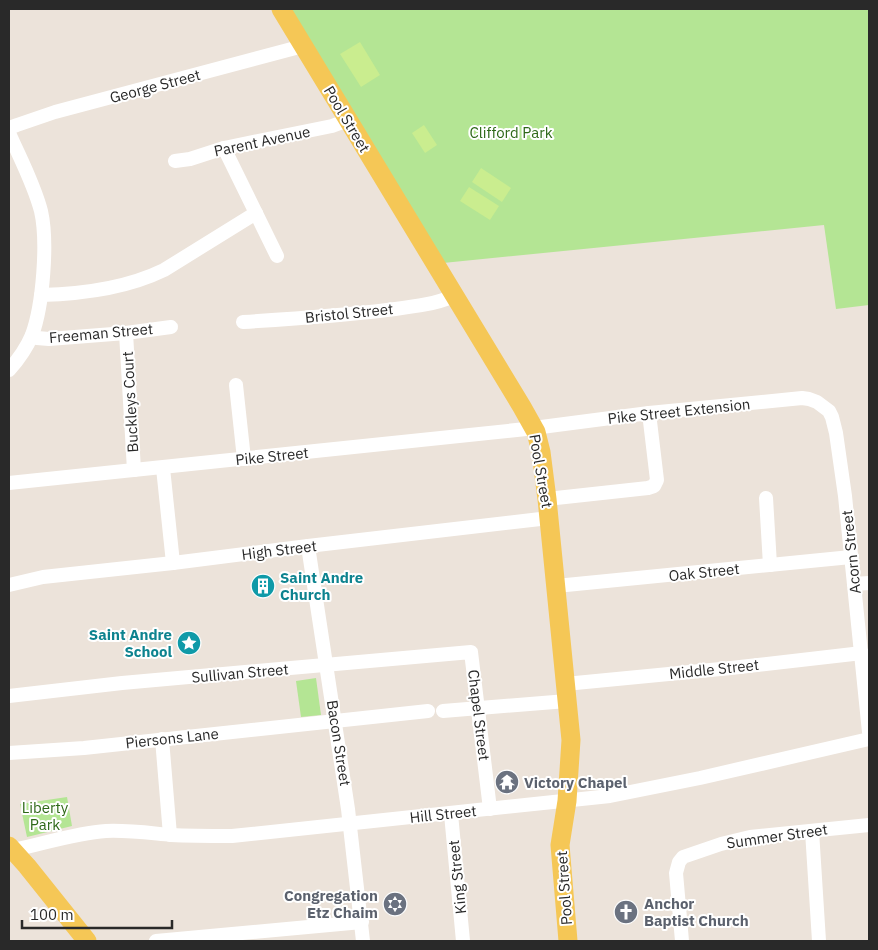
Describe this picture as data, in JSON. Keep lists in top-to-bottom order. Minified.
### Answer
{"streets":{"main road":["Pool Street"],"street":["George Street","Parent Avenue","Bristol Street","Freeman Street","Buckleys Court","Pike Street Extension","Pike Street","High Street","Acorn Street","Oak Street","Middle Street","Sullivan Street","Chapel Street","Piersons Lane","Bacon Street","Hill Street","Summer Street","King Street"]},"crossings":[["George Street","Pool Street"],["Pool Street","Parent Avenue"],["Pool Street","Bristol Street"],["Pool Street","Pike Street Extension"],["Pool Street","Pike Street"],["Pool Street","High Street"],["Pool Street","Oak Street"],["Pool Street","Middle Street"],["Pool Street","Hill Street"],["Freeman Street","Buckleys Court"],["Buckleys Court","Pike Street"],["Pike Street Extension","Pike Street"],["Pike Street Extension","Acorn Street"],["High Street","Bacon Street"],["Acorn Street","Oak Street"],["Acorn Street","Middle Street"],["Middle Street","Chapel Street"],["Sullivan Street","Chapel Street"],["Sullivan Street","Bacon Street"],["Chapel Street","Hill Street"],["Piersons Lane","Bacon Street"],["Bacon Street","Hill Street"],["Hill Street","King Street"]],"parks":["Clifford Park","Liberty Park"],"places":{"building":["Saint Andre Church"],"place":["Saint Andre School"],"temple":["Victory Chapel"],"synagogue":["Congregation Etz Chaim"],"church":["Anchor Baptist Church"]},"scale_bar":"100 m"}
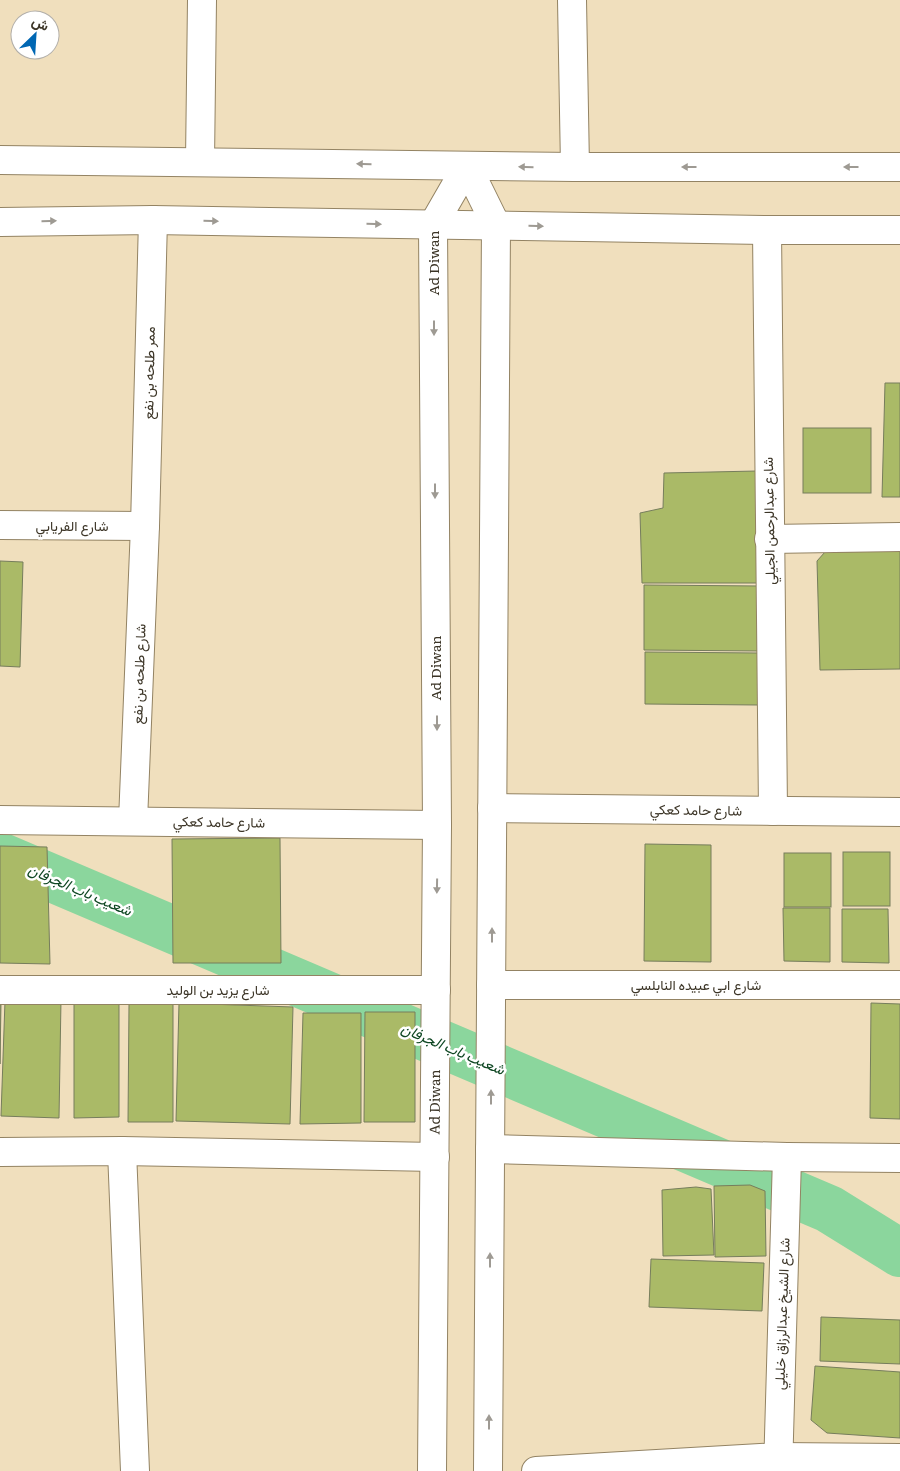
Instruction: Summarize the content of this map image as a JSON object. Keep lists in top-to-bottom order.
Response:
{
  "streets": {
    "street": [
      "Ad Diwan",
      "ممر طلحه بن نفع",
      "شارع عبدالرحمن الجيلي",
      "شارع الفريابي",
      "شارع طلحه بن نفع",
      "شارع حامد كعكي",
      "شارع ابي عبيده النابلسي",
      "شارع يزيد بن الوليد",
      "شارع الشيخ عبدالرزاق خليلي"
    ]
  },
  "crossings": [
    ["Ad Diwan", "شارع حامد كعكي"],
    ["Ad Diwan", "شارع يزيد بن الوليد"],
    ["ممر طلحه بن نفع", "شارع الفريابي"],
    ["ممر طلحه بن نفع", "شارع طلحه بن نفع"],
    ["شارع عبدالرحمن الجيلي", "شارع حامد كعكي"],
    ["شارع الفريابي", "شارع طلحه بن نفع"],
    ["شارع طلحه بن نفع", "شارع حامد كعكي"]
  ],
  "water": ["شعيب باب الجرفان"],
  "north": "top right"
}
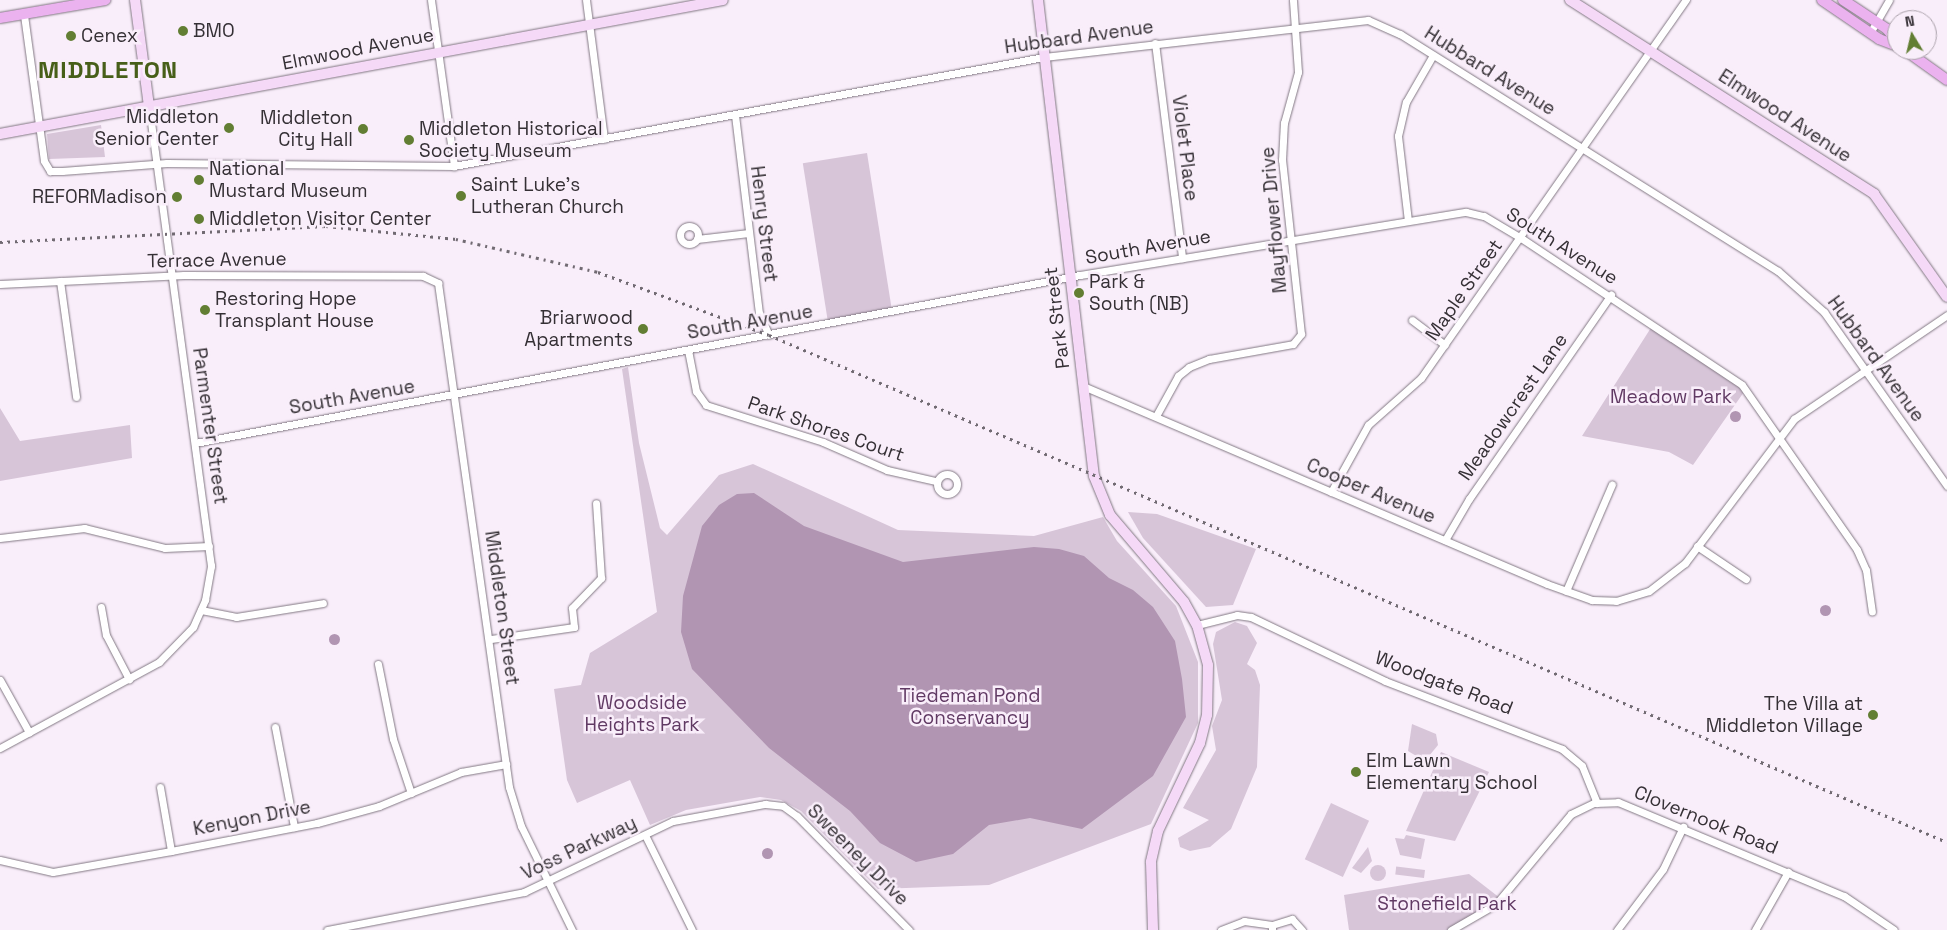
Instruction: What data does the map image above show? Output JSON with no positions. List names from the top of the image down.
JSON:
{
  "streets": {
    "street": [
      "Hubbard Avenue",
      "Elmwood Avenue",
      "Violet Place",
      "Mayflower Drive",
      "Henry Street",
      "South Avenue",
      "Terrace Avenue",
      "Maple Street",
      "Park Street",
      "Meadowcrest Lane",
      "Parmenter Street",
      "Park Shores Court",
      "Cooper Avenue",
      "Middleton Street",
      "Woodgate Road",
      "Kenyon Drive",
      "Clovernook Road",
      "Voss Parkway",
      "Sweeney Drive"
    ]
  },
  "crossings": [
    ["Hubbard Avenue", "Elmwood Avenue"],
    ["Hubbard Avenue", "Violet Place"],
    ["Hubbard Avenue", "Mayflower Drive"],
    ["Hubbard Avenue", "Henry Street"],
    ["Hubbard Avenue", "Maple Street"],
    ["Hubbard Avenue", "Park Street"],
    ["Hubbard Avenue", "Parmenter Street"],
    ["Elmwood Avenue", "Maple Street"],
    ["Elmwood Avenue", "Parmenter Street"],
    ["Violet Place", "South Avenue"],
    ["Mayflower Drive", "South Avenue"],
    ["Mayflower Drive", "Cooper Avenue"],
    ["Henry Street", "South Avenue"],
    ["South Avenue", "Maple Street"],
    ["South Avenue", "Park Street"],
    ["South Avenue", "Meadowcrest Lane"],
    ["South Avenue", "Parmenter Street"],
    ["South Avenue", "Park Shores Court"],
    ["South Avenue", "Middleton Street"],
    ["Terrace Avenue", "Parmenter Street"],
    ["Terrace Avenue", "Middleton Street"],
    ["Maple Street", "Cooper Avenue"],
    ["Park Street", "Cooper Avenue"],
    ["Park Street", "Woodgate Road"],
    ["Meadowcrest Lane", "Cooper Avenue"],
    ["Middleton Street", "Kenyon Drive"],
    ["Middleton Street", "Voss Parkway"],
    ["Woodgate Road", "Clovernook Road"],
    ["Voss Parkway", "Sweeney Drive"]
  ],
  "districts": ["MIDDLETON"],
  "parks": [
    "Meadow Park",
    "Tiedeman Pond Conservancy",
    "Woodside Heights Park",
    "Stonefield Park"
  ],
  "places": [
    "BMO",
    "Cenex",
    "Middleton Senior Center",
    "Middleton City Hall",
    "Middleton Historical Society Museum",
    "National Mustard Museum",
    "Saint Luke's Lutheran Church",
    "REFORMadison",
    "Middleton Visitor Center",
    "Park & South (NB)",
    "Restoring Hope Transplant House",
    "Briarwood Apartments",
    "The Villa at Middleton Village",
    "Elm Lawn Elementary School"
  ],
  "north": "top"
}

*TO DO*: Among the lines above, find each one containing the string "South" and copy it.

*THE COMPLETED TASK*:
      "South Avenue",
    ["Violet Place", "South Avenue"],
    ["Mayflower Drive", "South Avenue"],
    ["Henry Street", "South Avenue"],
    ["South Avenue", "Maple Street"],
    ["South Avenue", "Park Street"],
    ["South Avenue", "Meadowcrest Lane"],
    ["South Avenue", "Parmenter Street"],
    ["South Avenue", "Park Shores Court"],
    ["South Avenue", "Middleton Street"],
    "Park & South (NB)",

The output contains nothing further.